== Data listing ==

_ _ _ _

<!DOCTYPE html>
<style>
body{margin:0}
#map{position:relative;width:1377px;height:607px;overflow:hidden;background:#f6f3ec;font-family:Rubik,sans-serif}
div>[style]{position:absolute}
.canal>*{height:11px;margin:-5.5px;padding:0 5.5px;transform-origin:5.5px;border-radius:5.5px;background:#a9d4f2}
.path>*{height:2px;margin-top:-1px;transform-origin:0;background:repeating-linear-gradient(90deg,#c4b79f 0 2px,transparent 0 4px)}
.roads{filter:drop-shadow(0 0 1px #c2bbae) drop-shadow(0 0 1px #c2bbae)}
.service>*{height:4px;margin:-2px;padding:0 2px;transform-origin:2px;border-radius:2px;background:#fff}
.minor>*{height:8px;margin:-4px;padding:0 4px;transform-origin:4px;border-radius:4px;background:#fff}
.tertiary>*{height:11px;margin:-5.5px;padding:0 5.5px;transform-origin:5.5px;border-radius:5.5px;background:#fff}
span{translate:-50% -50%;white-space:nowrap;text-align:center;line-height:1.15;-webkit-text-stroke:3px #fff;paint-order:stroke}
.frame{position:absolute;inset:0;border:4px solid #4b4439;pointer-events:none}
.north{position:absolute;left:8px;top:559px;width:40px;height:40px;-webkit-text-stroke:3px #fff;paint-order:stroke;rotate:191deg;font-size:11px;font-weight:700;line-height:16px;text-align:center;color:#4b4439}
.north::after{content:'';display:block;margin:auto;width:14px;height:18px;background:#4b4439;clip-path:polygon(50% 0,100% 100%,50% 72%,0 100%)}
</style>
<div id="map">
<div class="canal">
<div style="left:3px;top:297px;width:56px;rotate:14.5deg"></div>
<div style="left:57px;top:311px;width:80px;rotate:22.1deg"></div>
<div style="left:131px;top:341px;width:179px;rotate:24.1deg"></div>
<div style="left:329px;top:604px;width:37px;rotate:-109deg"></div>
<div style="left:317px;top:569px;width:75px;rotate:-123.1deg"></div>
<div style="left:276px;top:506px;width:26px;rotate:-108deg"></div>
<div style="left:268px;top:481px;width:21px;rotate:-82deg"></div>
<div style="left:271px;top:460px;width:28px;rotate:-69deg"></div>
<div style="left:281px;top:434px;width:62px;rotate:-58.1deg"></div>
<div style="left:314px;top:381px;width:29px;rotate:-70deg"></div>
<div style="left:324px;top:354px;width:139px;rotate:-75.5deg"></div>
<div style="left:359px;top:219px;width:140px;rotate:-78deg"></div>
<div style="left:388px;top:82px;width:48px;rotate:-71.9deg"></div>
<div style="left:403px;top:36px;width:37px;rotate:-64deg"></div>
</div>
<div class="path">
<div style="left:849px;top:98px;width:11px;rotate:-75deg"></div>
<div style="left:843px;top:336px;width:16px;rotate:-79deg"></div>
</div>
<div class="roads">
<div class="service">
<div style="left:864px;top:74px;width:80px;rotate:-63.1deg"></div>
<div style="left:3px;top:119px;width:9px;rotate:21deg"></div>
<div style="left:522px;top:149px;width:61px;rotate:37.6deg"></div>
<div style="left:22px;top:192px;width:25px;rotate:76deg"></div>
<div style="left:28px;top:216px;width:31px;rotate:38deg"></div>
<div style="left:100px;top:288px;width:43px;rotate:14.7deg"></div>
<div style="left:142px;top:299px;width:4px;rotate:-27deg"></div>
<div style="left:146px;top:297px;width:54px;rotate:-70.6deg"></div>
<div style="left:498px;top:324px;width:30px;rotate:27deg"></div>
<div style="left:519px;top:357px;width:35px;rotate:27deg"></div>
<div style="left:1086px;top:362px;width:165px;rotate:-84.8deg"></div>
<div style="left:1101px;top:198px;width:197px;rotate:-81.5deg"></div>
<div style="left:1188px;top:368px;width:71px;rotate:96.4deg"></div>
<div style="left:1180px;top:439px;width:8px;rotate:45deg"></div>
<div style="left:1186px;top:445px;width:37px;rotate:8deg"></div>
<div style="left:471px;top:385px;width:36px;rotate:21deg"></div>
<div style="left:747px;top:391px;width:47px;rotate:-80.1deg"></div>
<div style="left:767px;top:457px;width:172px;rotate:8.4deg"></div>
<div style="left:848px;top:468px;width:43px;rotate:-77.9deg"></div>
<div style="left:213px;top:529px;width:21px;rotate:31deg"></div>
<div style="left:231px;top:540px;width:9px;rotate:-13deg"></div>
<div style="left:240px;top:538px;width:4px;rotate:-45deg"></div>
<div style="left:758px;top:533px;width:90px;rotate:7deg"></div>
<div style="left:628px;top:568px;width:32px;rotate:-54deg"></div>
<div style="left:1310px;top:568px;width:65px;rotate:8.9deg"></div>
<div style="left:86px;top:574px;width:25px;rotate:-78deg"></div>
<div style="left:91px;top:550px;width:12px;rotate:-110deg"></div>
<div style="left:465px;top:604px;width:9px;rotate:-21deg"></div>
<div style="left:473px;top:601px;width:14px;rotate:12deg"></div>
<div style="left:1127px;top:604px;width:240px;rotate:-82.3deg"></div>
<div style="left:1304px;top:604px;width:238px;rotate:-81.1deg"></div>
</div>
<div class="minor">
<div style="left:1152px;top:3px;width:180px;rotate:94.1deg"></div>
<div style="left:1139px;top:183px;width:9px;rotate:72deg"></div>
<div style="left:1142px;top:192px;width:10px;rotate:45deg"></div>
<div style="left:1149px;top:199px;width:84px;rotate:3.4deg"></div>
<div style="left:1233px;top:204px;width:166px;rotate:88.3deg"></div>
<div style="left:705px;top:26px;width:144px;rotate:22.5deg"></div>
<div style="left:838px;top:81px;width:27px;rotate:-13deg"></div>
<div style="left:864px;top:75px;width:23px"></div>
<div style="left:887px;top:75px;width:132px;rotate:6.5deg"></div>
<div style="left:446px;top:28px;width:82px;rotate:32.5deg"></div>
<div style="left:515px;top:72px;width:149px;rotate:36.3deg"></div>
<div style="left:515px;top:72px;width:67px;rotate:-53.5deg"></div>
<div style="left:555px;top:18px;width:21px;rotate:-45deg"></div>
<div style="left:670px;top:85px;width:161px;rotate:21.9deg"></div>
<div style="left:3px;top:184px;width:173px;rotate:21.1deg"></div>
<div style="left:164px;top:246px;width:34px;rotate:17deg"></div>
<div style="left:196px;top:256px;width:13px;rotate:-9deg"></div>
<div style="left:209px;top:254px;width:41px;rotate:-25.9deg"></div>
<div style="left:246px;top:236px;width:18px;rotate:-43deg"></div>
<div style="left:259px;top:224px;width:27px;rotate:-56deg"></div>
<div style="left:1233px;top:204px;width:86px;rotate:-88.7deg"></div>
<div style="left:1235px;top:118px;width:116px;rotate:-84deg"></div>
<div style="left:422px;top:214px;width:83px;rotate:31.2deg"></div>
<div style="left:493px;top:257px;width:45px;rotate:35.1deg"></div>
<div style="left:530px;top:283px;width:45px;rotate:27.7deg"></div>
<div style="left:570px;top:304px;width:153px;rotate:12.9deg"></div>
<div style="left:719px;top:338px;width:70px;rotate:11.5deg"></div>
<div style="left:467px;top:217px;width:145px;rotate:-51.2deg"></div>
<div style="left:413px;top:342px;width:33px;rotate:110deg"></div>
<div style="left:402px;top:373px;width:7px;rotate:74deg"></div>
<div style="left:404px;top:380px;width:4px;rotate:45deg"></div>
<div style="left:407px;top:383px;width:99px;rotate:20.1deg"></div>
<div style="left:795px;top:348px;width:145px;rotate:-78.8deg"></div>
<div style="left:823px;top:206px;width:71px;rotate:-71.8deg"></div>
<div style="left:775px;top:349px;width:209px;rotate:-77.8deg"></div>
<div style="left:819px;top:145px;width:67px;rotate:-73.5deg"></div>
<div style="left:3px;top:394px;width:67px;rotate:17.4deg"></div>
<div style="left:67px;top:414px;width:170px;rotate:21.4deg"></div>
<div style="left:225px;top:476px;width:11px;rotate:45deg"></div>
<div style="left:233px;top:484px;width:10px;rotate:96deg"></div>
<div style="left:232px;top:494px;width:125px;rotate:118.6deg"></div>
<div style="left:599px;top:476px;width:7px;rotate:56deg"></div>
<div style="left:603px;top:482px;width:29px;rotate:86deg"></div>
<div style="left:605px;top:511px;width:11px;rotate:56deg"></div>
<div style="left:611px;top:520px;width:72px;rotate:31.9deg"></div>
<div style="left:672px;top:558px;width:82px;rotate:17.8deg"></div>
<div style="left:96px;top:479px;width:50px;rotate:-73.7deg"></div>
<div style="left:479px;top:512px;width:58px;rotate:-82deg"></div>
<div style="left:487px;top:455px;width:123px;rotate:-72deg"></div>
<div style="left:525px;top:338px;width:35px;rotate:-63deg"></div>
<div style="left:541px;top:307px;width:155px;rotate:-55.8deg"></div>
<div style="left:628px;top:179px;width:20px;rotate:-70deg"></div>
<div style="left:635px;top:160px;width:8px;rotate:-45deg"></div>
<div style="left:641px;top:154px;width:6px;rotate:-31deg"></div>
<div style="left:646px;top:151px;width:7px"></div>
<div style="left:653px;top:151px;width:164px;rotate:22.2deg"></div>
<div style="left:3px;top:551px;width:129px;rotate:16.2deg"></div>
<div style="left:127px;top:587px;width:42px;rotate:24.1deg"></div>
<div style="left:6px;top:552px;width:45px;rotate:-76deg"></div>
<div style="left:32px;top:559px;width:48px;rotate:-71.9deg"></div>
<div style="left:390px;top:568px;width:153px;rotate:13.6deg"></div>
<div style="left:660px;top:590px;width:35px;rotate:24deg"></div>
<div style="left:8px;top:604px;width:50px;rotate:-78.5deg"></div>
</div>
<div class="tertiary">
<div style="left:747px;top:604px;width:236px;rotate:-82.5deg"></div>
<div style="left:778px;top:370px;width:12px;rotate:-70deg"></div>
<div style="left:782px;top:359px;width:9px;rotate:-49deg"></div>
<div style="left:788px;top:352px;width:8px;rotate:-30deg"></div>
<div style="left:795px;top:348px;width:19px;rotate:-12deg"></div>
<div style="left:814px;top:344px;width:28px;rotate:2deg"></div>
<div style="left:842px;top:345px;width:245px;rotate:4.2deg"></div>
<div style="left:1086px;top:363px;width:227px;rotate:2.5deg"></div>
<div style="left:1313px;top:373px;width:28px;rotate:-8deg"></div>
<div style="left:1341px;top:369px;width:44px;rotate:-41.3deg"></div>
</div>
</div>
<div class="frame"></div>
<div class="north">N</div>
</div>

_ _ _ _

== Exercise aim ==
Reproduce every line of the material above that has the string "north".

== Expected output ==
.north{position:absolute;left:8px;top:559px;width:40px;height:40px;-webkit-text-stroke:3px #fff;paint-order:stroke;rotate:191deg;font-size:11px;font-weight:700;line-height:16px;text-align:center;color:#4b4439}
.north::after{content:'';display:block;margin:auto;width:14px;height:18px;background:#4b4439;clip-path:polygon(50% 0,100% 100%,50% 72%,0 100%)}
<div class="north">N</div>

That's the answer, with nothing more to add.